## Exercise instructions
In the material below, find each line with the word "Бородинская" and copy it.

## Exercise data
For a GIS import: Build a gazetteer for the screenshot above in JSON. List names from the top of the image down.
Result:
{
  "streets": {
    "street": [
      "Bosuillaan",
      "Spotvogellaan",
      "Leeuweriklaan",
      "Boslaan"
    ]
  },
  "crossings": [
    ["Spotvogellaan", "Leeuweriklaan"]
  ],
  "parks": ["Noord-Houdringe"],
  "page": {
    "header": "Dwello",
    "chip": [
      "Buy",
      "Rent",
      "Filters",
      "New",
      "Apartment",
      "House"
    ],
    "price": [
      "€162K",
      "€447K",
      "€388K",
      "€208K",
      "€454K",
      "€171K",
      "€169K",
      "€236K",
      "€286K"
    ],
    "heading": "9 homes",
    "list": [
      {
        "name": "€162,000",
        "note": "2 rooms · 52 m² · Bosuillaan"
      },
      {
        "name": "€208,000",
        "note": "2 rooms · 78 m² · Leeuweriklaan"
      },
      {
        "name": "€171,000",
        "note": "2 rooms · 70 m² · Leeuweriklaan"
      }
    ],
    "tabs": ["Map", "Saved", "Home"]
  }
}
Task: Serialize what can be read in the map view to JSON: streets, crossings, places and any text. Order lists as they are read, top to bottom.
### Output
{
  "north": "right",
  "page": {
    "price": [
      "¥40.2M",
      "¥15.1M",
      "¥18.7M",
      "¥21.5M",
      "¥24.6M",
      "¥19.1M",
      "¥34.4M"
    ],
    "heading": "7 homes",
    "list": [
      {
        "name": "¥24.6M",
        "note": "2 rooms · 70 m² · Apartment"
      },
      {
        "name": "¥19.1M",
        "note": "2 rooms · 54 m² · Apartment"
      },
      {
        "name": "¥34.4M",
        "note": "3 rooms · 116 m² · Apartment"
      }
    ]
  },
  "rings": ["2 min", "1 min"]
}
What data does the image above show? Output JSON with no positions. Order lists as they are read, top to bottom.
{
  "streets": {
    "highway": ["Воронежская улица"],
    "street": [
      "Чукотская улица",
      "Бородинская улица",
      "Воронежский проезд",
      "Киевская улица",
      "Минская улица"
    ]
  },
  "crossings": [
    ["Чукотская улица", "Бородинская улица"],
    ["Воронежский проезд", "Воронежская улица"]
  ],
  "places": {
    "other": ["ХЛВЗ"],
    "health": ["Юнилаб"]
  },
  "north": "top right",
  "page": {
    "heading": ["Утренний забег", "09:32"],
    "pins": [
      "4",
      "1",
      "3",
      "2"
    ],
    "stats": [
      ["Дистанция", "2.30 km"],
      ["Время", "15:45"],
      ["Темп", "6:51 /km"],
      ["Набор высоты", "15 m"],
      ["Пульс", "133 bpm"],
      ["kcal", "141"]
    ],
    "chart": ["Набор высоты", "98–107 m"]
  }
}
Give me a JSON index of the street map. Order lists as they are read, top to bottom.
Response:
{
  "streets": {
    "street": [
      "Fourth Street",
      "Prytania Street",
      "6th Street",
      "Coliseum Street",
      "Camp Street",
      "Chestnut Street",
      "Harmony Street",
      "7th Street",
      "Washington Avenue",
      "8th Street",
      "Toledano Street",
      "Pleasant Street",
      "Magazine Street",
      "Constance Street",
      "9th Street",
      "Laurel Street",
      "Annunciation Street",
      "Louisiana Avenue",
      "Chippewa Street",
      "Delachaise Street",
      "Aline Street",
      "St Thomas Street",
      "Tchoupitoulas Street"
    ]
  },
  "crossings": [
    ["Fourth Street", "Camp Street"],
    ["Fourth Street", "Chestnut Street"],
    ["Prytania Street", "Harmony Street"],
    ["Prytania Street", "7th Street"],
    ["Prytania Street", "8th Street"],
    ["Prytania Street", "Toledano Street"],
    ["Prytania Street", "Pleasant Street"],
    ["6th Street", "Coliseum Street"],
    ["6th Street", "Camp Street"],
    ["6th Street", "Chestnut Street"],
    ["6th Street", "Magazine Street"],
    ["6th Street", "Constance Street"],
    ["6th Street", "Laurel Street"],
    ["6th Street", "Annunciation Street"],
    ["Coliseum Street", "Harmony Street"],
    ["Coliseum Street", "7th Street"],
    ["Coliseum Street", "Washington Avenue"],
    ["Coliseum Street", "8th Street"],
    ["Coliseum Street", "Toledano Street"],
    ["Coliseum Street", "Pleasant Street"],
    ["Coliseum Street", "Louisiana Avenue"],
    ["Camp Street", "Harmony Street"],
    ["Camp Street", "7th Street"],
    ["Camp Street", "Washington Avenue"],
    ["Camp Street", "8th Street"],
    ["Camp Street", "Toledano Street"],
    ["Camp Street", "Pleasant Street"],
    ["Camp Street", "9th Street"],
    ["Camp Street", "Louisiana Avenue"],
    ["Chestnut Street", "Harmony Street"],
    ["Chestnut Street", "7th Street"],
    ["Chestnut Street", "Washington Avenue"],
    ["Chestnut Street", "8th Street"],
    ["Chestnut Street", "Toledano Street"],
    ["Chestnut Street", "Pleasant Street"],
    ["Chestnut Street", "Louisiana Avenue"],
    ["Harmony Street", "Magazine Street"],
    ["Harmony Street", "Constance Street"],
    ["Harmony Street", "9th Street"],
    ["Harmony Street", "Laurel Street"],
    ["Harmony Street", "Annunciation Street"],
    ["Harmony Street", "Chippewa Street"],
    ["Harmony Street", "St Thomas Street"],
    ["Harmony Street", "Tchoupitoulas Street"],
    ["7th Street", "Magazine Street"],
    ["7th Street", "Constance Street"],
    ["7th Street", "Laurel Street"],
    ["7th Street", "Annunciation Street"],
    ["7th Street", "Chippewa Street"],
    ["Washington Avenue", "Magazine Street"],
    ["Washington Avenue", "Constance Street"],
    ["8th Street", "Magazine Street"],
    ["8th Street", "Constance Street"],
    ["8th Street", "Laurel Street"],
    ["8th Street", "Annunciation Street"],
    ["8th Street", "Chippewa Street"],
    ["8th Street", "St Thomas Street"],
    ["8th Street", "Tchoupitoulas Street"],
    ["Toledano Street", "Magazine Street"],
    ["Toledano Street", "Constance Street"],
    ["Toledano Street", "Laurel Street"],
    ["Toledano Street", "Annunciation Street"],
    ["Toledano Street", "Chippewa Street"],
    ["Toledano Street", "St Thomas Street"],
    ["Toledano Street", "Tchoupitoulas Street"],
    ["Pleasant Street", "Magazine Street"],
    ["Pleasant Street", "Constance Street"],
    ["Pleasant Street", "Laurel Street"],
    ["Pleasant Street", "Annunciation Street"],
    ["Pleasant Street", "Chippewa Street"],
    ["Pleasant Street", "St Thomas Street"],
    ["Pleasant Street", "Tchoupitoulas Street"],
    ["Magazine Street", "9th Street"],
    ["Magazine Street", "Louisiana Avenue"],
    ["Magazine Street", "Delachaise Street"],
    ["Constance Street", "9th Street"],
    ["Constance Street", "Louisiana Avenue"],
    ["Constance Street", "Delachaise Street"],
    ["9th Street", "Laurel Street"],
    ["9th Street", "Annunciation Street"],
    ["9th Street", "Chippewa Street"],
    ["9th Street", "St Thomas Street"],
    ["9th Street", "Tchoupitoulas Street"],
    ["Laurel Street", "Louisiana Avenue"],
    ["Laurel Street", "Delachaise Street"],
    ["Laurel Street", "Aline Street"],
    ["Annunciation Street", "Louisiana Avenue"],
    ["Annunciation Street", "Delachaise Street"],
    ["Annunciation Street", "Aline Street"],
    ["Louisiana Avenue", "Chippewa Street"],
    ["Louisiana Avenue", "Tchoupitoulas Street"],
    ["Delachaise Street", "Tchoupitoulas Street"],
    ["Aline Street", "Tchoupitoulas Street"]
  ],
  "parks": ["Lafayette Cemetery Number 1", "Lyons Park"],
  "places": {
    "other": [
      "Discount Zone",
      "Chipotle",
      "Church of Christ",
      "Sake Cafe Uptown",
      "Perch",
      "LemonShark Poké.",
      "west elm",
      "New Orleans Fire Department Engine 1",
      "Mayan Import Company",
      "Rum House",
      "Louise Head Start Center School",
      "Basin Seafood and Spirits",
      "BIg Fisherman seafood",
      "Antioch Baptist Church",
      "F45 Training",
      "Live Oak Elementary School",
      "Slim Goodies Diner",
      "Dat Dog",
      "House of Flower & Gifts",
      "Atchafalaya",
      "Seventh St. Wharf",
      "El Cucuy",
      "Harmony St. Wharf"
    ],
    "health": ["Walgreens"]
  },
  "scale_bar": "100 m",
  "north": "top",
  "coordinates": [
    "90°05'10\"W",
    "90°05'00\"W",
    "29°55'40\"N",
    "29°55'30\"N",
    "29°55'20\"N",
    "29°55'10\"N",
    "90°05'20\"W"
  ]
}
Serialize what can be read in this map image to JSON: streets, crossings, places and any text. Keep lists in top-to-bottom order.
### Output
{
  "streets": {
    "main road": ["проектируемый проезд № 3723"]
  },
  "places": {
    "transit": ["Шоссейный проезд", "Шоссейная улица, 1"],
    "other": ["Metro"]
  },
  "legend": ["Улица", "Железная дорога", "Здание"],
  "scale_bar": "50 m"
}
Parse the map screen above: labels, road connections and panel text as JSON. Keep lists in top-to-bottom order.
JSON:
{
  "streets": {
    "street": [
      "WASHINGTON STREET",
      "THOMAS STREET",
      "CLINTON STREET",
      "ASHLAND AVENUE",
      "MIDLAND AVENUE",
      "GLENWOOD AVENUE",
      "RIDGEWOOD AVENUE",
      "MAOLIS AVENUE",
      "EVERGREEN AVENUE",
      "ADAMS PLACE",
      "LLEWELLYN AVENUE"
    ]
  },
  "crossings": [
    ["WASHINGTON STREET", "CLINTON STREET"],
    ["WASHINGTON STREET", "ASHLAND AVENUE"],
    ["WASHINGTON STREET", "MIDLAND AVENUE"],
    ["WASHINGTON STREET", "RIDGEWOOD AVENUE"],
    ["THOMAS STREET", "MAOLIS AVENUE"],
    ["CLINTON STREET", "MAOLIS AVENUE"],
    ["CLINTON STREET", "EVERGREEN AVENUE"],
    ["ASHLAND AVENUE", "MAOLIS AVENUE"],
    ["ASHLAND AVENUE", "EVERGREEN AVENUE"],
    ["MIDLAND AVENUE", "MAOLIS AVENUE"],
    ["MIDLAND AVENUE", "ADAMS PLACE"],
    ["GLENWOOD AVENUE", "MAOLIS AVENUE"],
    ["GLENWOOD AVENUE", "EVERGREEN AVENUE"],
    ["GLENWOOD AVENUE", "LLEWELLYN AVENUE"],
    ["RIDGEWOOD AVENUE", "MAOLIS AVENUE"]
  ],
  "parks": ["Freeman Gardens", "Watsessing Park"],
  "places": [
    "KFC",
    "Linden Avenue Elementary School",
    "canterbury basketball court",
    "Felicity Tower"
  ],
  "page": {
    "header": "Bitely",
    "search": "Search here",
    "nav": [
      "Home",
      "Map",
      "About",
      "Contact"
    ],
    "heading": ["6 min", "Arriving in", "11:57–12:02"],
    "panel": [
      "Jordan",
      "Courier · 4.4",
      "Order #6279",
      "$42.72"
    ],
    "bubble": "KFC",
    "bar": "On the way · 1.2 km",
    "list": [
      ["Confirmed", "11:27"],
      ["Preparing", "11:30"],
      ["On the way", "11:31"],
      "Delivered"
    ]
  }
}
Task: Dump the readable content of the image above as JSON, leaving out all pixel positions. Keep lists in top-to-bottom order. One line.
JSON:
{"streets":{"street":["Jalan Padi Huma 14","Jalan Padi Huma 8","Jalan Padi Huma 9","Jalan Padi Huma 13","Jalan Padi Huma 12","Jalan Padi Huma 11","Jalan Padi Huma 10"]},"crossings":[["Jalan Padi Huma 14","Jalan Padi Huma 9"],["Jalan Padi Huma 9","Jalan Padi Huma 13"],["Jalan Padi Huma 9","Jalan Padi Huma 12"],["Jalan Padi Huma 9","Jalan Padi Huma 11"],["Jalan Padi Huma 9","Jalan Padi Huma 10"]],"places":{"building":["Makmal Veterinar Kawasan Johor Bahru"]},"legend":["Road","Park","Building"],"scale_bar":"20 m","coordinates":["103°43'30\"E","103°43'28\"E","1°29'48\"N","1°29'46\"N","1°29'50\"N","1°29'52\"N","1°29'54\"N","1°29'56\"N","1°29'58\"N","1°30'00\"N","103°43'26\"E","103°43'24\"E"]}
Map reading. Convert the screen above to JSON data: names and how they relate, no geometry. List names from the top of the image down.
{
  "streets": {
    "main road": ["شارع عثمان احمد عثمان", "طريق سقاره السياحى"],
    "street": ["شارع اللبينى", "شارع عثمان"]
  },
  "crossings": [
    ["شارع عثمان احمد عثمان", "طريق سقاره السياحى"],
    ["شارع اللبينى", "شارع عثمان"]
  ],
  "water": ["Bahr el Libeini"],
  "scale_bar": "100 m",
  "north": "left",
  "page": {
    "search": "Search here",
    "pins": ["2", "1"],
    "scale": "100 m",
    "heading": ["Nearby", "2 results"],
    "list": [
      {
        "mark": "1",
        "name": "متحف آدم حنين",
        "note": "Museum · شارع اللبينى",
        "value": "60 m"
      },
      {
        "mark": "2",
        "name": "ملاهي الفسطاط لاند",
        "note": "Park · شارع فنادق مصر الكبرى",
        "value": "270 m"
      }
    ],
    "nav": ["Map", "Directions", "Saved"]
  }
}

## Exercise output
      "Бородинская улица",
    ["Чукотская улица", "Бородинская улица"],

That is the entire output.